Perhaps someone with influence could do whatever is the opposite of a rain dance. We could do with a dry spell, and those who have maize to harvest would also benefit. There seem to be hundreds of acres still standing across Sussex, and if this rain keeps up, once again there will be much clearing up of mud off the roads as tractors heave loaded trailers out of muddy fields.
The row as to whether Ralph Miliband was “The man who hated Britain” which has been encouraged to run and run by the BBC, and a Royal Charter which would create state licencing of the press, which has been proposed and published by the three main political parties are undeniably linked.
It is debatably whether Mr Miliband senior hated Britain, I suspect not. However it is indisputable that he despised British traditions and institutions such as the Royal family, the Church, the army, our liberties and Western democracy.
I would argue that Mr Miliband like a growing army of fanatics and extremists who today are lurking in the shadows of our towns and cities, far from hating Britain, they love it. What they hate are the British, our institutions, our democracy and the freedom of the press. As one young radical young man said to an acquaintance of mine who had for several weeks instructed him in order to gain his HGV license, “We love this country it is beautiful and one day it will be ours. It is you the British we hate, you and your kind will in time be wiped out.”

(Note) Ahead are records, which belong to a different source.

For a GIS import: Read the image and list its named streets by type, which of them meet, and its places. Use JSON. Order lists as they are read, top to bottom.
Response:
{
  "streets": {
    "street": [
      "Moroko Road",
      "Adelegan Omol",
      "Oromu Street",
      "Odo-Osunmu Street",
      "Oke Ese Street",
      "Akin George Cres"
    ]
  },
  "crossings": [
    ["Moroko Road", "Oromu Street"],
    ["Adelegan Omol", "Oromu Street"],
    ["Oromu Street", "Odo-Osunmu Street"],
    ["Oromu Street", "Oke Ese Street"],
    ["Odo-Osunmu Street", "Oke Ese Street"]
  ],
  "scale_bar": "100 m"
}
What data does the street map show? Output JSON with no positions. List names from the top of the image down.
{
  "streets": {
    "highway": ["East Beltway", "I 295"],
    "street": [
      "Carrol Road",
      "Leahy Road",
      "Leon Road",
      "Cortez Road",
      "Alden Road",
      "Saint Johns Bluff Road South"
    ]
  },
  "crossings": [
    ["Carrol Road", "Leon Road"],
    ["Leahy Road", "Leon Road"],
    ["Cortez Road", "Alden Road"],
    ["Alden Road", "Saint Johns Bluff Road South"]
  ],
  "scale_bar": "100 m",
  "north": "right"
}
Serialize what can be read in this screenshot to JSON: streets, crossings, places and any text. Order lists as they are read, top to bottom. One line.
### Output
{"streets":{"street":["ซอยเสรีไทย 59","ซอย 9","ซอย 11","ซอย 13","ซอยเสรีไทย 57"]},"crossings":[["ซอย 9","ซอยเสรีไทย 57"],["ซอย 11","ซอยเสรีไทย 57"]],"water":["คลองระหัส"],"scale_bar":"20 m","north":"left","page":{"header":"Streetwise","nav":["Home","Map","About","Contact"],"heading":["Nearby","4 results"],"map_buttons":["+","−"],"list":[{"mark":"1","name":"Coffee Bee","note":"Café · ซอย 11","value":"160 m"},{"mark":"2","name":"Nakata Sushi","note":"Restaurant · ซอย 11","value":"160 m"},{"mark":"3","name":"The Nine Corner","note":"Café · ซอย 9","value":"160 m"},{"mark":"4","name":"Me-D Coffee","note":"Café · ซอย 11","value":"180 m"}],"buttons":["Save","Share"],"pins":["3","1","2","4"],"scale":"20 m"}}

It should be unthinkable that British politicians even consider jeopardising the ability of the press to raise matters which question, investigate and bring to the attention of the public issues which may otherwise be hidden or brushed under the carpet. In so many ways the press today are our eyes and ears.
The telephone tapping incidents were unforgiveable but we have in place existing laws which deal with the people who offend. Those involved have been arrested and many will end up in jail or with hefty fines.
However, the likes of Mr Hugh Grant who has been given an extraordinary amount of air time by the BBC on the subject, and those who attract notoriety for various reasons or have chosen careers which attract public attention, should not bleat that they are being abused by the press when caught out or their actions questioned.
I also suspect that some MPs are hoping to get their own back on The Daily Telegraph following its investigations which revealed the Parliamentary expenses fiasco.
The organisation Hacked Off would have us believe their concerns are about curbing the ‘excessive’ power of newspapers. No, it is about some self-interested politicians of all persuasions, criminals and celebrities who wish to have their cake and eat it.
It is unthinkable that British politicians should regulate the press. As Paul Dacre, Editor of The Daily Mail said “Politicians should not be allowed anywhere near statutory press regulation.”
The MPs who are pushing for this legislation should hang their heads in shame as they blatantly set about gagging the press. The world is watching them, some in disbelief. Anyone would think they had indeed something to hide.
However the press must get their act together and put forward a plausible counter argument with a system of self or independent regulation which is credible and acceptable to the public. They can then politely tell our politicians where to stuff their statutory regulations.